Of the touch-me-not: “How I wish I could fold inward and shut down and shake off predators with one touch.”
Animals can open us in a way humans cannot. They can make us more dynamic in our connection to the planet and each other, to the spirit alive in every thing. World of Wonders is evidence of what is yielded from a life of opening one’s heart over and over again, to creatures that shimmer or squawk, or say nothing at all, but everything in volumes:
“The [whale] shark repeated her close encounters with me several more times during my snorkel session, even though there were five other snorkelers and two dive masters in the tank. Each time, I watched her giant eyeball, curious as a spaniel’s, turn toward my mask. Very rare to happen at all, let alone to the same person, said the dive master.”

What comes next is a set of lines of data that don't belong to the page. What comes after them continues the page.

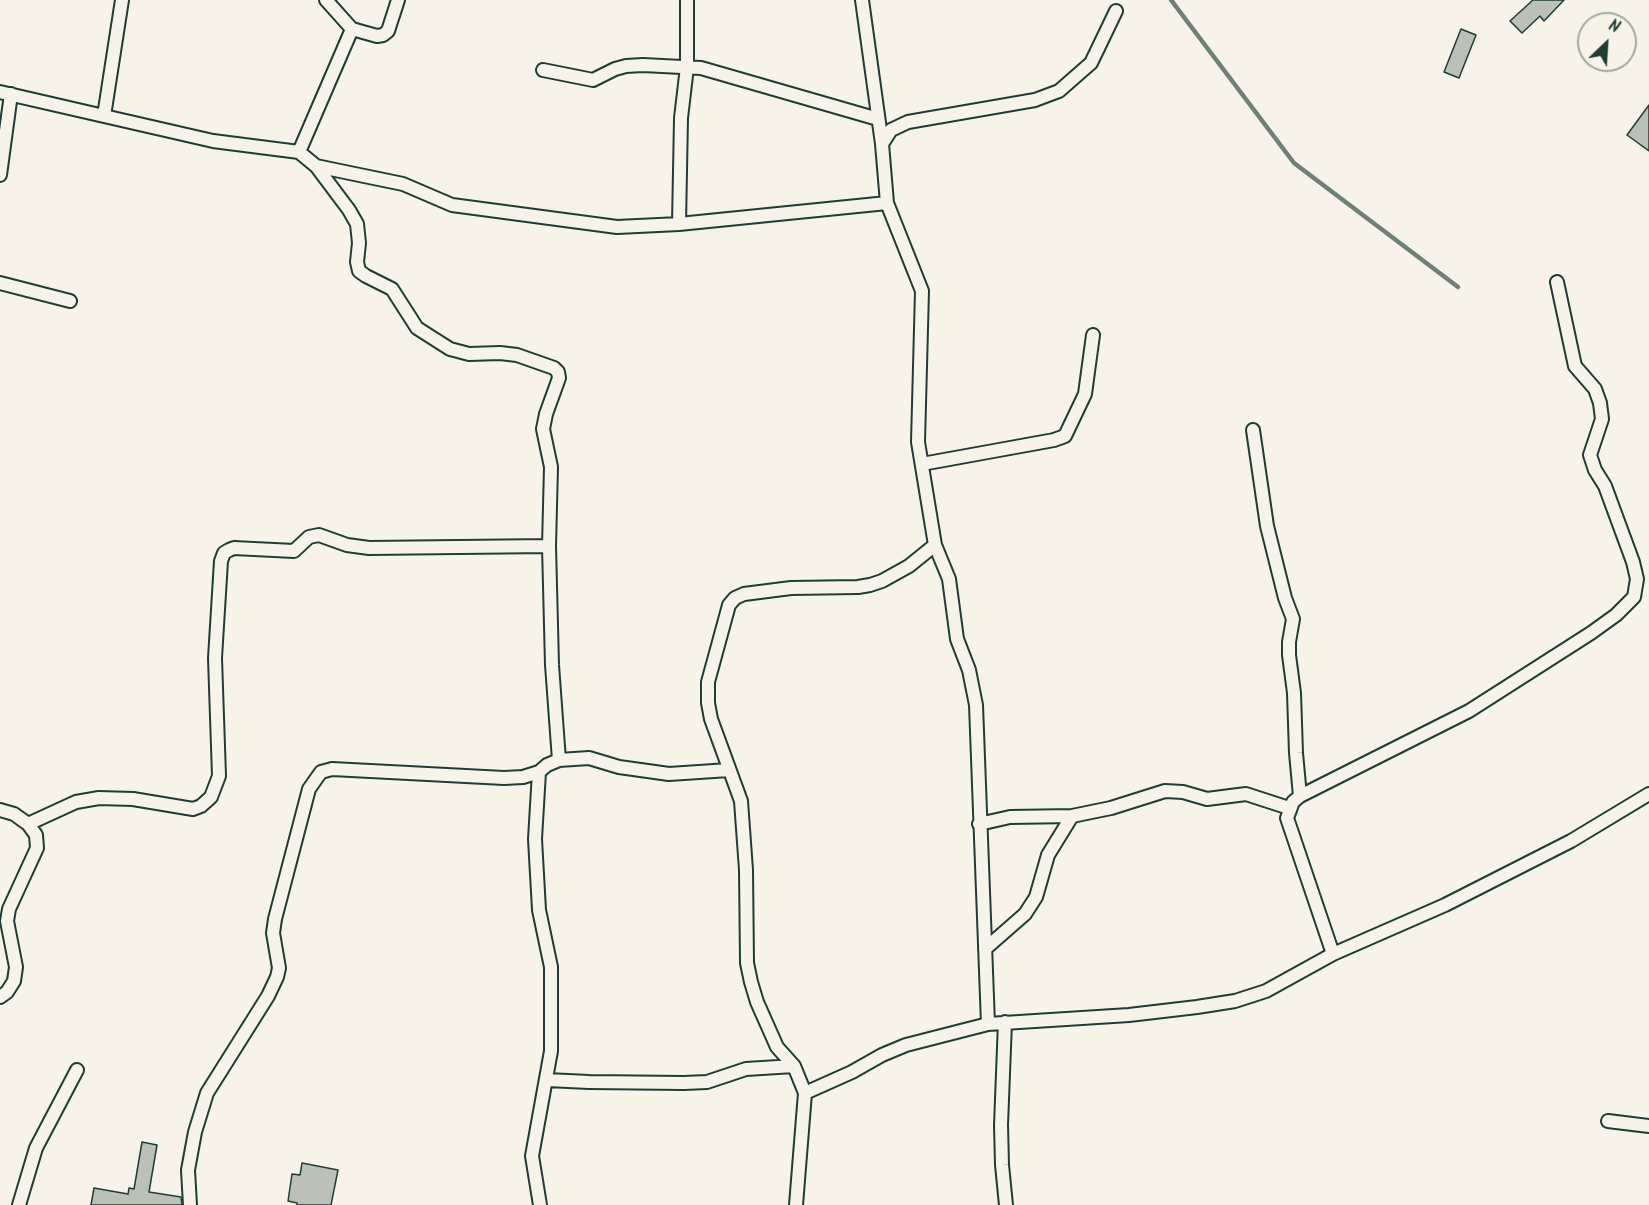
<!DOCTYPE html>
<html>
<head>
<meta charset="utf-8">
<style>
  body { margin:0 }
  #map { position:relative; width:1649px; height:1205px; overflow:hidden; background:#f7f3e8; font-family:Kalam,sans-serif }
  canvas { display:block }
  .north { position:absolute; left:1577px; top:12px; width:60px; height:60px; box-sizing:border-box; background:#f7f3e8; border:2px solid #a1aaa0; border-radius:50%; rotate:25deg; font-size:16px; font-weight:700; line-height:24px; text-align:center; color:#1f3d34 }
  .north::after { content:''; display:block; margin:auto; width:21px; height:27px; background:#1f3d34; clip-path:polygon(50% 0,100% 100%,50% 72%,0 100%) }
</style>
</head>
<body>
<div id="map">
<canvas width="1649" height="1205"></canvas>
<div class="north">N</div>
</div>
<script>
const c = document.querySelector('canvas').getContext('2d');
c.lineJoin = 'round';
const poly = rows => new Path2D(rows.map(r => 'M' + r).join(''));
function strokePath(path, color, width, dash) { c.strokeStyle = color; c.lineWidth = width; c.lineCap = dash ? 'butt' : 'round'; c.setLineDash(dash || []); c.stroke(path); }
function fill(path, color) { c.fillStyle = color; c.fill(path, 'evenodd'); }
const stream = poly([
  [1171,0,1294,163,1458,287]
]);
const building = poly([
  [1533,0,1564,0,1544,21,1540,16,1522,33,1510,21,1533,0],
  [1461,29,1476,35,1459,78,1444,72,1461,29],
  [1649,105,1649,151,1627,135,1649,105],
  [142,1142,157,1145,149,1192,181,1197,182,1205,91,1205,94,1188,128,1194,129,1188,134,1189,142,1142],
  [302,1163,338,1170,331,1205,297,1205,297,1203,288,1201,292,1174,300,1175,302,1163]
]);
const minor = poly([
  [326,0,352,29,377,36,383,35,388,31,398,0],
  [862,0,882,144],
  [352,29,299,152,316,166,349,210,357,224,359,243,357,262,359,271,366,276,392,289,417,328,450,349,469,354,500,353,517,355,554,368,558,372,559,378,546,414,543,429,551,467,549,546,552,665,559,760],
  [543,70,593,80,615,69,626,66,643,65,701,68,878,119],
  [0,92,104,116,122,0],
  [104,116,213,141,299,152],
  [316,166,403,184,452,205,617,227,679,224,887,203],
  [0,175,11,94],
  [679,224,681,118,687,67,687,0],
  [0,283,70,301],
  [1253,430,1267,526,1285,598,1293,619,1289,642,1289,655,1294,693,1296,753,1300,796],
  [922,464,1054,440,1065,436,1085,394,1093,335],
  [935,545,949,579,957,639,969,670,976,705,988,1024],
  [539,772,535,839,539,910,551,967,551,1051,532,1156,540,1205],
  [0,810,14,814,28,824,36,835,37,848,9,909,7,921,16,967,14,981,7,992,0,997],
  [28,824,76,802,99,798,133,799,193,809,201,806,211,797,219,776,215,658,221,561,224,553,229,550,234,548,294,551,309,537,319,535,347,545,369,548,549,546],
  [979,824,1010,817,1072,816,1111,808,1165,791,1183,792,1207,799,1246,794,1289,808],
  [985,949,1025,914,1036,897,1048,855,1072,816],
  [1333,954,1287,818,1293,802,1300,796,1469,711,1591,633,1616,615,1634,597,1637,579,1633,562,1605,486,1595,470,1590,455,1602,419,1600,403,1595,389,1575,366,1557,282],
  [1005,1022,1001,1125,1002,1165,1006,1205],
  [547,1080,589,1082,684,1083,707,1082,746,1069,794,1066],
  [805,1093,852,1072,882,1055,906,1045,988,1024,1129,1015,1197,1007,1235,1001,1266,991,1333,954,1445,905,1571,841,1649,794],
  [1608,1121,1649,1126],
  [19,1205,36,1148,77,1070],
  [190,1205,188,1170,195,1132,207,1093,268,996,277,977,279,968,273,933,275,919,309,789,321,772,332,769,504,778,523,777,539,772,547,765,559,760,589,758,619,767,669,774,729,770],
  [796,1205,805,1093,794,1066,777,1047,757,1002,751,982,747,963,746,870,741,801,711,719,708,703,708,682,729,605,735,598,744,594,791,588,858,587,870,585,882,581,909,566,935,545,918,442,922,291,887,203,882,144,891,130,908,122,1035,100,1059,91,1091,63,1116,11]
]);
strokePath(stream, '#6f8077', 4.5);
fill(building, '#bbc1b6');
strokePath(building, '#1f3d34', 1.5);
strokePath(minor, '#1f3d34', 16);
strokePath(minor, '#f7f3e8', 12);
</script>
</body>
</html>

Nezhukumatathil is a poet and writer gifted in the mosaic. This work shows up beyond the beauty and lushness of the natural world to embrace “the daily tragedies”: “…more children killed, the Amazon rainforest ablaze for weeks…I try to do what I can to help—donate money, gather bathroom supplies—but my heart longs for a place of tenderness.” In that moment is the cara cara orange, “the most precious offerings of her [mother and] father’s gardens[,]” given to and enjoyed deeply by her eldest son. She recalls group outings to bars with girlfriends in college, stories of young women being found dead, “like flamingos flying long-distance, mostly at night.” To this day, the author admits she says “a silent prayer” when she sees groups of young women out together and that, “There is a darkness beneath all dances of color.”

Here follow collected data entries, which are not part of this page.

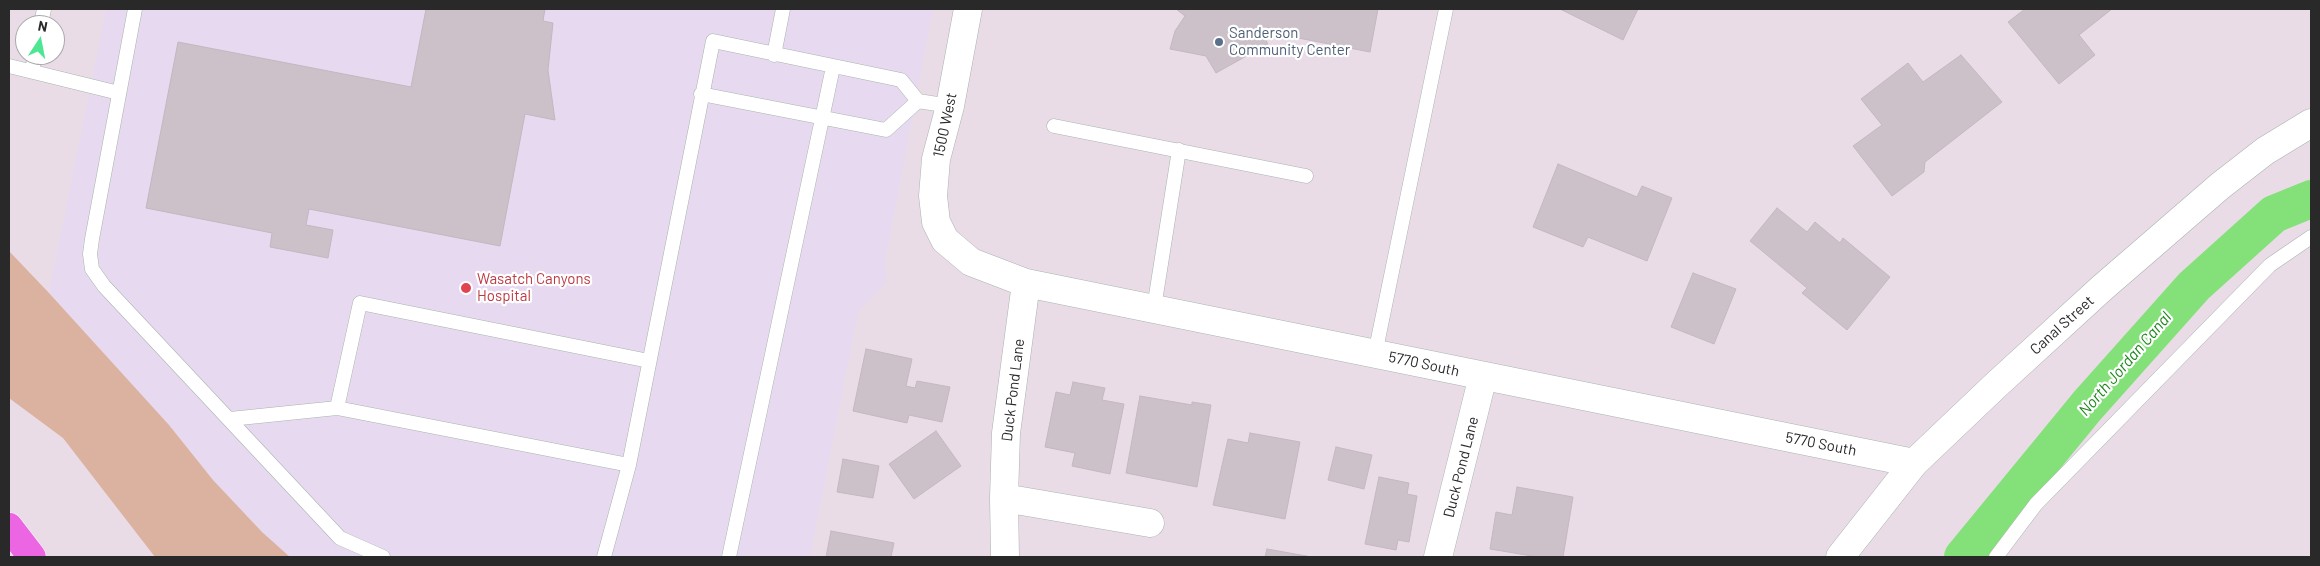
<!DOCTYPE html>
<html>
<head>
<meta charset="utf-8">
<style>
	body { margin:0 }
	#map { position:relative; width:2320px; height:566px; overflow:hidden; background:#eadce7; font-family:Barlow,sans-serif }
	canvas { display:block }
	.frame { position:absolute; inset:0; border:10px solid #292929; pointer-events:none }
	.north { position:absolute; left:15px; top:15px; width:50px; height:50px; box-sizing:border-box; background:#fff; border:1px solid #a9a9a9; border-radius:50%; rotate:11deg; font-size:14px; font-weight:700; line-height:20px; text-align:center; color:#292929 }
	.north::after { content:''; display:block; margin:auto; width:18px; height:22px; background:#4de693; clip-path:polygon(50% 0,100% 100%,50% 72%,0 100%) }
</style>
</head>
<body>
<div id="map">
<canvas width="2320" height="566"></canvas>
<div class="frame"></div>
<div class="north">N</div>
</div>
<script>
const ctx = document.querySelector('canvas').getContext('2d');
ctx.lineJoin = 'round';
function fill(path, color) { ctx.fillStyle = color; ctx.fill(path, 'evenodd'); }
const shape = rows => new Path2D(rows.map(r => 'M' + r).join(''));
function strokePath(path, color, width, dash) { ctx.strokeStyle = color; ctx.lineWidth = width; ctx.lineCap = dash ? 'butt' : 'round'; ctx.setLineDash(dash || []); ctx.stroke(path); }
function drawText(font, color, halo, rows, align = 'center') {
  ctx.font = font + ' Barlow,sans-serif'; ctx.lineWidth = 4.5; ctx.setLineDash([]); ctx.textBaseline = 'middle'; ctx.strokeStyle = halo; ctx.fillStyle = color; for (const [text, x, y, turn = 0] of rows) {
    ctx.save(); ctx.translate(x, y); ctx.rotate((+turn || 0) * Math.PI / 180); ctx.textAlign = isNaN(turn) ? turn : align; if (halo) ctx.strokeText(text, 0, 0); ctx.fillText(text, 0, 0); ctx.restore();
  }
}
fill(shape([
	[106,9,933,9,885,261,886,283,858,312,810,557,290,557,262,532,213,480,169,425,49,293]
]), '#e7daf0');
fill(shape([
	[9,251,49,293,169,425,213,480,262,532,290,557,155,557,63,438,9,398]
]), '#dbb19f');
strokePath(shape([
	[1963,557,2087,406,2194,286,2274,214,2311,199]
]), '#84e17a', 38);
const building = shape([
	[426,9,545,9,543,21,553,23,548,70,555,120,525,114,500,246,309,209,306,225,333,230,328,258,270,247,272,233,146,208,178,42,411,87,426,9],
	[1176,9,1378,9,1370,52,1288,36,1289,31,1258,26,1268,44,1216,73,1206,56,1170,49,1175,31,1185,16,1176,9],
	[1560,9,1638,9,1623,40,1560,9],
	[2025,9,2112,9,2079,35,2095,55,2059,84,2008,22,2025,9],
	[1961,55,2002,102,1925,162,1924,172,1892,196,1853,146,1882,125,1861,99,1908,63,1923,82,1961,55],
	[1558,164,1637,197,1642,186,1672,198,1647,261,1588,237,1583,247,1533,227,1558,164],
	[1777,208,1807,232,1815,222,1840,243,1843,238,1890,277,1847,330,1802,293,1807,288,1750,241,1777,208],
	[1693,273,1736,289,1714,344,1671,327,1693,273],
	[866,349,912,359,906,386,915,388,917,381,950,387,942,422,909,415,907,423,853,411,866,349],
	[1073,382,1105,388,1102,400,1124,404,1110,474,1072,466,1075,453,1045,447,1056,392,1070,395,1073,382],
	[1140,396,1192,405,1192,402,1211,405,1197,487,1126,473,1140,396],
	[936,431,961,466,914,499,889,464,936,431],
	[1250,433,1300,442,1285,519,1213,505,1228,439,1248,443,1250,433],
	[1336,447,1372,455,1364,489,1328,480,1336,447],
	[843,459,879,466,873,498,837,492,843,459],
	[1379,477,1409,483,1407,494,1417,496,1409,542,1398,540,1396,550,1365,544,1379,477],
	[1517,487,1573,497,1563,557,1538,557,1490,549,1496,512,1512,515,1517,487],
	[831,531,894,543,891,557,826,557,831,531],
	[1267,549,1312,557,1265,557,1267,549]
]);
fill(building, '#ccc1c9');
strokePath(building, '#c5b6c1', 1);
const service = shape([
	[135,9,92,239,90,254,92,269,104,286,340,538,383,557],
	[41,25,44,9],
	[774,55,783,9],
	[9,66,119,93],
	[32,71,35,55],
	[701,94,886,130,918,101],
	[1054,126,1306,176],
	[1154,308,1179,150],
	[1375,354,1446,9],
	[337,408,360,303,649,361],
	[230,419,337,408,629,465,713,41,901,80,918,101,950,106],
	[604,557,629,465],
	[729,557,833,67],
	[1996,557,2036,504,2270,265,2311,237]
]);
const minor = shape([
	[968,9,950,106,936,159,933,196,936,222,945,240,971,262,1026,283,1914,463],
	[1004,498,1150,523],
	[1005,557,1004,498,1006,433,1026,283],
	[1438,557,1483,376]
]);
const tertiary = shape([
	[1840,557,1914,463,1996,385,2102,288,2220,186,2265,151,2311,123]
]);
const motorway = shape([
	[9,527,32,557]
]);
strokePath(service, '#a9b4ae', 15);
strokePath(minor, '#a9b4ae', 29);
strokePath(tertiary, '#a9b4ae', 29);
strokePath(motorway, '#fff', 29);
strokePath(service, '#fff', 14);
strokePath(minor, '#fff', 28);
strokePath(tertiary, '#fff', 28);
strokePath(motorway, '#ec65e2', 28);
for (const [x, y, r, color] of [
	[1219,42,5,"#5c6f8a"],
	[466,288,6,"#e0444e"]
]) { const dot = new Path2D(); dot.arc(x, y, r, 0, 2 * Math.PI); ctx.fillStyle = color; ctx.fill(dot); strokePath(dot, '#fff', 2); }
drawText('15px', '#4e5e75', '#fff', [
	["Sanderson",1229,33],
	["Community Center",1229,50]
], 'left');
drawText('15px', '#292929', '#fff', [
	["1500 West",945,125,-78],
	["Canal Street",2062,325,-42],
	["5770 South",1424,364,12],
	["Duck Pond Lane",1013,390,-83],
	["5770 South",1821,444,11],
	["Duck Pond Lane",1461,467,-76]
]);
drawText('15px', '#be3a42', '#fff', [
	["Wasatch Canyons",477,279],
	["Hospital",477,296]
], 'left');
drawText('italic 16px', '#1c851b', '#fff', [
	["North Jordan Canal",2125,364,-49]
]);
</script>
</body>
</html>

Of the many gifts Nezhukumatathil offers, most notable is her acknowledgement that connection is organic, and comes from the posture of our truest and most open selves. From a recent interview with The Adroit Journal, she writes: “It’s probably no surprise that any animal or plant I specifically first encountered with the sole intent to write about it for this collection didn’t end up in the book (green mamba, flamboyant cuttlefish, etc.). There was just a dullness, a flatness to the prose that I was never satisfied with, and I think I was simply trying to force connections inorganically.”
World of Wonders is a rare lens for softening the heart and a gift for the taking. We are granted entrance to our own reminders of aliveness and kinship through Nezhukumatathil’s maps, through a memoir that leaves the door open for us all.